#### [Your goal]
From the entries, copy every line that carries the string "none".

Excerpts from a dataset
Start of Block
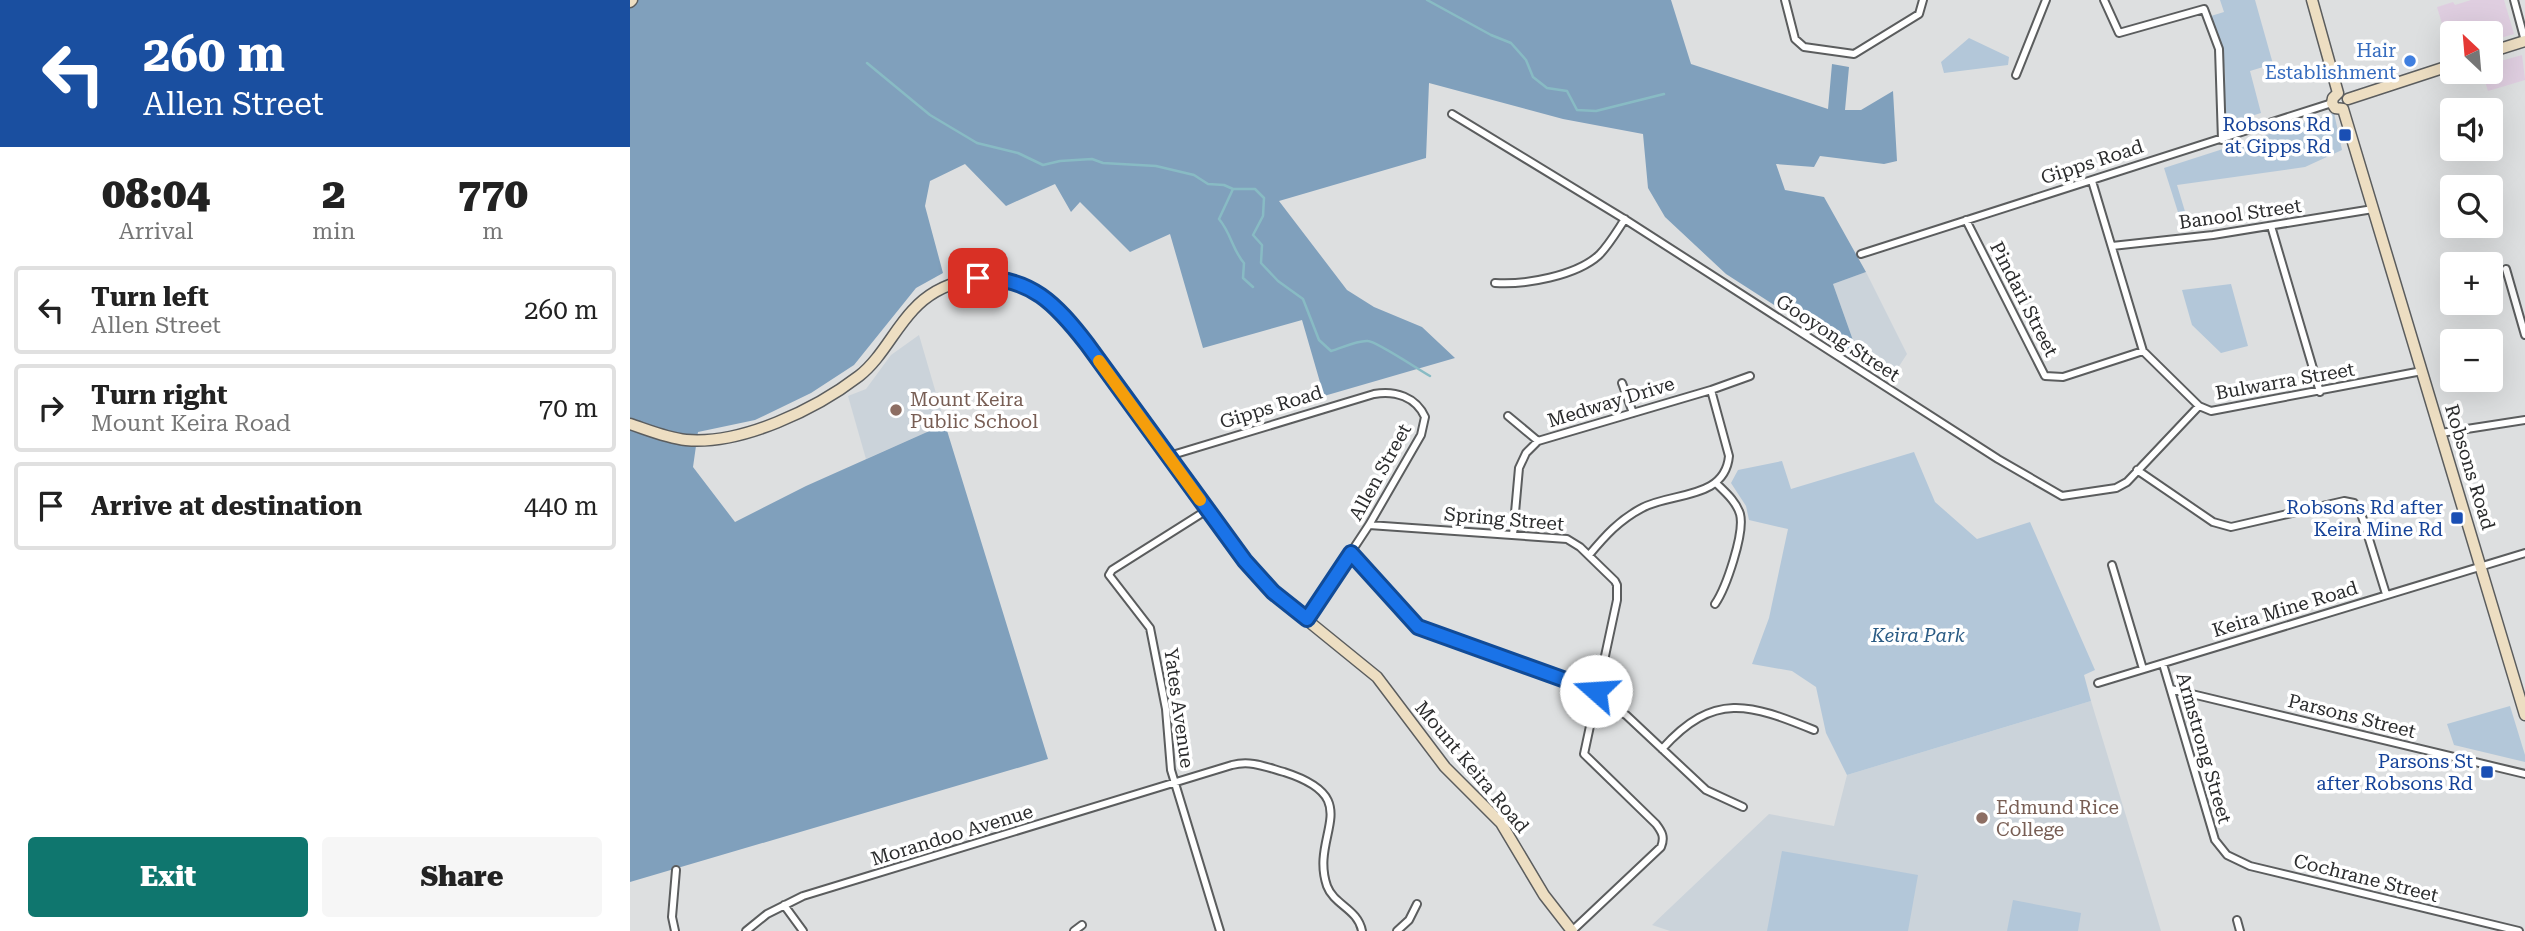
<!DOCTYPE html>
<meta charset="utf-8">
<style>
body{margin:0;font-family:"Roboto Serif",serif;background:#f6f6f6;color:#222;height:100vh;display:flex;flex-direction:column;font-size:26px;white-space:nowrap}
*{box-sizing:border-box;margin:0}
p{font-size:23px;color:#767676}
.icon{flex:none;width:38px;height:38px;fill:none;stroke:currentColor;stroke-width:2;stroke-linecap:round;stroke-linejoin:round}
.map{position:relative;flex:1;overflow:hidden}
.sheet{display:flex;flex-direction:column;background:#fff;width:630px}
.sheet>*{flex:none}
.banner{background:#1a4fa0;color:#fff;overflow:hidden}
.needle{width:46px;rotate:334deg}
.fabs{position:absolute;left:1810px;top:21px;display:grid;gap:14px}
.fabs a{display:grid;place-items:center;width:63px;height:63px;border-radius:7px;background:#fff;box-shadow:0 7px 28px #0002;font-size:35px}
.pin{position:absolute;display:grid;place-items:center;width:60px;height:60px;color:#fff;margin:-30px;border-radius:14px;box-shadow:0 4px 10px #0006}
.me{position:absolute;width:77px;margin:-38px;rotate:289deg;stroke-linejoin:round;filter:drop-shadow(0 0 5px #0008)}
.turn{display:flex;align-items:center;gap:24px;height:147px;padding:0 28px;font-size:32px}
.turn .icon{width:91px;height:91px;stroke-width:2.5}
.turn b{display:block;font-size:49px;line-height:60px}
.eta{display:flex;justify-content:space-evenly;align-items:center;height:119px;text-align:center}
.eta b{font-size:42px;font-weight:800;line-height:49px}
.action{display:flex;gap:14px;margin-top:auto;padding:14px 28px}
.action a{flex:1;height:80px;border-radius:7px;background:#0f766e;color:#fff;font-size:28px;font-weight:800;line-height:80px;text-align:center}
.action a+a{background:#f6f6f6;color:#222}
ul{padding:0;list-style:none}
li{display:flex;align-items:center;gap:21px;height:88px;margin:0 14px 10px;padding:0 14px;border:4px solid #e0e0e0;border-radius:7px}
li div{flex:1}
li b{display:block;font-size:26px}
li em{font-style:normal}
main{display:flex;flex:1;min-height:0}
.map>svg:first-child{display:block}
.commercial{fill:#dfcee0}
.built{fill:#cbd3da}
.green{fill:#b3c7d9}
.forest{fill:#80a0bc}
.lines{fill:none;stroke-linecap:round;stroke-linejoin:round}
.stream{stroke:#88bbc4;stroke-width:2.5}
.street-casing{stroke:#5b5d5e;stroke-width:10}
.secondary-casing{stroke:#5b5d5e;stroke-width:13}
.street{stroke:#fff;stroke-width:6}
.secondary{stroke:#eddec2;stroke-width:10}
.route-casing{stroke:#114b97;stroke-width:18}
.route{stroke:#1a73e8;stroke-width:12}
.slow{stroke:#f59e0b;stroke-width:12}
.shop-dot{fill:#3f7fe0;stroke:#fff;stroke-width:2.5}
.transit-dot{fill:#1a4fb4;stroke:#fff;stroke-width:2.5}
.education-dot{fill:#8d6e63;stroke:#fff;stroke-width:2.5}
.labels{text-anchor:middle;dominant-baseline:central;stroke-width:7;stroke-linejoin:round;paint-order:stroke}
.shop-label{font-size:19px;fill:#366cbe;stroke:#fff;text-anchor:end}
.transit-label{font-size:19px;fill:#164399;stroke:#fff;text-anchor:end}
.street-label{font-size:19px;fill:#2b2c2d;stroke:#fff}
.education-label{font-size:19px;fill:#785e54;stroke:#fff;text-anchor:start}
.park-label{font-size:19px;font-style:italic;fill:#2a5b84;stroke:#fff}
</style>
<main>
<section class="sheet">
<div class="banner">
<div class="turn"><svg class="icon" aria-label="left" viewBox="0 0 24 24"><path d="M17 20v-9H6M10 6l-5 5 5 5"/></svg><div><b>260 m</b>Allen Street</div></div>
</div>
<div class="eta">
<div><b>08:04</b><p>Arrival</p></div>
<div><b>2</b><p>min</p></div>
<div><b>770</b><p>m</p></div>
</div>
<ul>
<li><svg class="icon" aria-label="left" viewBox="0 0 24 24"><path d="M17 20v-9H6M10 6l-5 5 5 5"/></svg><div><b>Turn left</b><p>Allen Street</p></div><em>260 m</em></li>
<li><svg class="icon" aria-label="right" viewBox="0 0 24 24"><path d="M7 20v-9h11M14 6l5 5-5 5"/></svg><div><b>Turn right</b><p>Mount Keira Road</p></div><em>70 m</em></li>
<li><svg class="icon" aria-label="arrive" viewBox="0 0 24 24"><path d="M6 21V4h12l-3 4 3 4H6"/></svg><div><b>Arrive at destination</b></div><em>440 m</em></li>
</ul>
<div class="action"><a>Exit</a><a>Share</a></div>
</section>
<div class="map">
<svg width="1895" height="931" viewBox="0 0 1895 931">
<rect width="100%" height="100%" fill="#dddfe0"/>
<!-- commercial -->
<path class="commercial" d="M1841 0H1874L1884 34 1860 41V33H1822L1821 53 1807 7 1823 2 1825 5Z
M1892 55 1895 80 1858 91 1852 72H1860V64Z"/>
<!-- built -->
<path class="built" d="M1236 272 1277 354 1262 377 1230 360 1203 284Z
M289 335 315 424 236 459 218 396 236 389 261 355Z
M1461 701 1531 931H1040L1022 925 1139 814 1204 826 1217 775Z"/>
<!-- green -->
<path class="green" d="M1590 0H1625L1643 64 1620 71 1631 113 1595 124C1592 107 1596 92 1595 75 1594 55 1587 35 1581 16L1594 12Z
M1339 38 1379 57 1378 65 1314 73 1311 62Z
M1704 113 1712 150 1675 167 1547 185 1560 228H1553L1534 168Z
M1601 284 1618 346 1591 353 1562 325 1552 290Z
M1284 452 1305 502 1347 539 1400 522 1465 670 1454 675 1461 701 1217 775 1196 733 1186 687 1162 671 1122 664 1139 618 1158 529 1119 520 1116 506 1101 483 1108 470 1152 461 1161 489Z
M1880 706 1895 755V762L1824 745 1817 724Z
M1152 851 1288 875 1278 931H1137Z
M1383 900 1451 913 1448 931H1377Z"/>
<!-- forest -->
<path class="forest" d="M0 0H1041L1061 64 1198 109 1202 64 1219 67 1215 110H1231L1263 91 1267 161 1254 164 1190 156 1184 167 1146 164 1155 190 1194 197 1236 272 1203 284 1230 360 1096 274 1035 217 1018 188 1013 134 933 119 799 83 796 158 649 201 717 290 744 307 792 327 825 358 694 396 672 320 573 348 540 234 500 252 450 202 441 212 425 184 376 206 335 164 300 181 295 206 313 273 286 288 224 365 181 393 125 420 68 432 63 467 105 522 176 486 315 424 418 759 0 882Z"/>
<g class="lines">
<!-- stream -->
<path class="stream" d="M797 0 861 35 881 43 896 60 903 77 917 88 937 91 947 110 966 111 1034 94
M237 63 300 115 347 143 388 153 413 165 430 161 462 159 473 163 526 166 564 175 578 184 594 185 603 189H625L634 198 633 216 623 235 632 245 631 263 648 281 673 299 689 340 701 351C712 348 727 340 738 341 746 341 789 370 800 376
M603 189 589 219C601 233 603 251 614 263L613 278 623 287"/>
<!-- street casing -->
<g class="street-casing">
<path id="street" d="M1155 0 1165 39 1174 47 1224 54 1289 14 1293 0
M1474 0 1489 33 1574 9 1589 49 1592 140
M1884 0 1895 41
M1386 75 1416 0
M822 114 996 220 1368 459 1432 496 1486 488 1497 482 1569 406
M1462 181 1513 351 1569 406 1581 411 1792 371
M1336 220 1415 376 1433 377 1513 351
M1641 226 1690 392
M1482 246 1583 235 1743 209
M1231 254 1702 103
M1876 269 1895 335
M865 283C895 285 946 276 969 255 979 245 987 231 995 219
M992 383 1003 413
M878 416 908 441
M1811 433 1895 420
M539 456 744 394C765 390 786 397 795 417L791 435 739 525 677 619
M1507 470 1583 522 1601 527 1714 501 1724 503 1730 510 1756 594
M577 510 482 570 479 575 520 628 536 709 541 770 590 931
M739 525 937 539 950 547 985 581 987 585V600L954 754 1026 824C1032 832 1035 837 1031 847L942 931
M883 535 889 468 896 453 908 441 1081 390 1120 376
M721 553 788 627 966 691
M959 555C975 536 989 520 1012 508 1041 492 1095 500 1099 456L1081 390
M1482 565 1513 669
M1085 604C1096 588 1115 533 1110 514 1106 501 1095 492 1086 483
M1533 664 1585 840 1597 855 1620 866 1889 931
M1468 683 1895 553
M1541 689 1895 774
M964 701 996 715 1076 790 1113 807
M1032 749C1084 691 1120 704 1184 730
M154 905 173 931
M1607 920 1610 931
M45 931 42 917 46 870
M116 931 137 914 173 896 602 765C621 760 636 767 654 772 738 799 679 834 697 886 704 905 728 909 732 931
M444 931 452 925
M767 931 779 920 787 904"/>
</g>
<!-- secondary casing -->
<g class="secondary-casing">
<path id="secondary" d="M1682 0 1708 93
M0 2 2 0
M1860 52 1895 41
M1708 93 1703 98 1702 103 1705 108 1713 109
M1718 99 1822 65
M1713 109 1895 715
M0 424C18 430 37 438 56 440 112 445 186 409 229 376 251 359 264 330 283 310 310 280 358 269 396 286 414 294 428 309 441 323L626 576 651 599 747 677 815 767 871 823 914 895 942 931"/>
</g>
<!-- street -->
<use href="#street" class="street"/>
<!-- secondary -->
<use href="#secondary" class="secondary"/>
</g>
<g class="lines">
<!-- route casing -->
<g class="route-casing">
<path id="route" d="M348 278C401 277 426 304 457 344L615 561 643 592 677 619 721 553 788 627 966 691"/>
</g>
<!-- route -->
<use href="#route" class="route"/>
<!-- slow -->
<path class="slow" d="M469 361 570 500"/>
</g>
<!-- markers -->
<circle class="shop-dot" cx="1780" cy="61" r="7"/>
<g class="transit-dot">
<rect x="1708" y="128" width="14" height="14" rx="3.5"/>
<rect x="1820" y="511" width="14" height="14" rx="3.5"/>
<rect x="1850" y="765" width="14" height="14" rx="3.5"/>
</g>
<g class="education-dot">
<circle cx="266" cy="410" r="7"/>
<circle cx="1352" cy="818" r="7"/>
</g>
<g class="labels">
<!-- shop labels -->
<g class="shop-label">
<text x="1766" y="50">Hair<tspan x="1766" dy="22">Establishment</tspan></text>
</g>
<!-- transit labels -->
<g class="transit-label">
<text x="1701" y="124">Robsons Rd<tspan x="1701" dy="22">at Gipps Rd</tspan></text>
<text x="1813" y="507">Robsons Rd after<tspan x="1813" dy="22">Keira Mine Rd</tspan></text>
<text x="1843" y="761">Parsons St<tspan x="1843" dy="22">after Robsons Rd</tspan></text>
</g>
<!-- street labels -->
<g class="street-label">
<text transform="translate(1462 162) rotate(-18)">Gipps Road</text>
<text transform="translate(1610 214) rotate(-8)">Banool Street</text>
<text transform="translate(1394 299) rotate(63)">Pindari Street</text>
<text transform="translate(1208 338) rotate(33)">Gooyong Street</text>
<text transform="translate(1655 381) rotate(-10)">Bulwarra Street</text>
<text transform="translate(981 402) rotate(-17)">Medway Drive</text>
<text transform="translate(641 407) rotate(-17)">Gipps Road</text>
<text transform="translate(1840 467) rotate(73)">Robsons Road</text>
<text transform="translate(750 472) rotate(-61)">Allen Street</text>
<text transform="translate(874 519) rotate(5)">Spring Street</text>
<text transform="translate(1655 609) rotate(-17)">Keira Mine Road</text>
<text transform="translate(549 708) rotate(82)">Yates Avenue</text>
<text transform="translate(1722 716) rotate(14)">Parsons Street</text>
<text transform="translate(1574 748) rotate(74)">Armstrong Street</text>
<text transform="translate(842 767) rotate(50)">Mount Keira Road</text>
<text transform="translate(322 835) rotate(-17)">Morandoo Avenue</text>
<text transform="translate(1736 878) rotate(14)">Cochrane Street</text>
</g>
<!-- education labels -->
<g class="education-label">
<text x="280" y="399">Mount Keira<tspan x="280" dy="22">Public School</tspan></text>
<text x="1366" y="807">Edmund Rice<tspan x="1366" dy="22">College</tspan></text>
</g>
<!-- park labels -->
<g class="park-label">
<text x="1288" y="635">Keira Park</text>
</g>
</g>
</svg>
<div class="fabs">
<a><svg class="needle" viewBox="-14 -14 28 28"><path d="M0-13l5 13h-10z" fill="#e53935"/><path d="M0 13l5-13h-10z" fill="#767676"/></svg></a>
<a><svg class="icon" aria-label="sound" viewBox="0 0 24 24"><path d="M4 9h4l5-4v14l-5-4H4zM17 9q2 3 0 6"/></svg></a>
<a><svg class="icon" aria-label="search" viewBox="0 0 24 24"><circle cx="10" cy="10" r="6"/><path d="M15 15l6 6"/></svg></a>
<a>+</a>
<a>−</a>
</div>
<div class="pin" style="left:348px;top:278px;background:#d93025"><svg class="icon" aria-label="arrive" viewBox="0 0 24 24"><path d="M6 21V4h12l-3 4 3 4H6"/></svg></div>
<svg class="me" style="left:966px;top:691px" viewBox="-20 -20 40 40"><circle r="19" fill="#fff"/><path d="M0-13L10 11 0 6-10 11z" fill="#1a73e8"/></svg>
</div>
</main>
End of Block
#### [Reply]
.icon{flex:none;width:38px;height:38px;fill:none;stroke:currentColor;stroke-width:2;stroke-linecap:round;stroke-linejoin:round}
.sheet>*{flex:none}
ul{padding:0;list-style:none}
.lines{fill:none;stroke-linecap:round;stroke-linejoin:round}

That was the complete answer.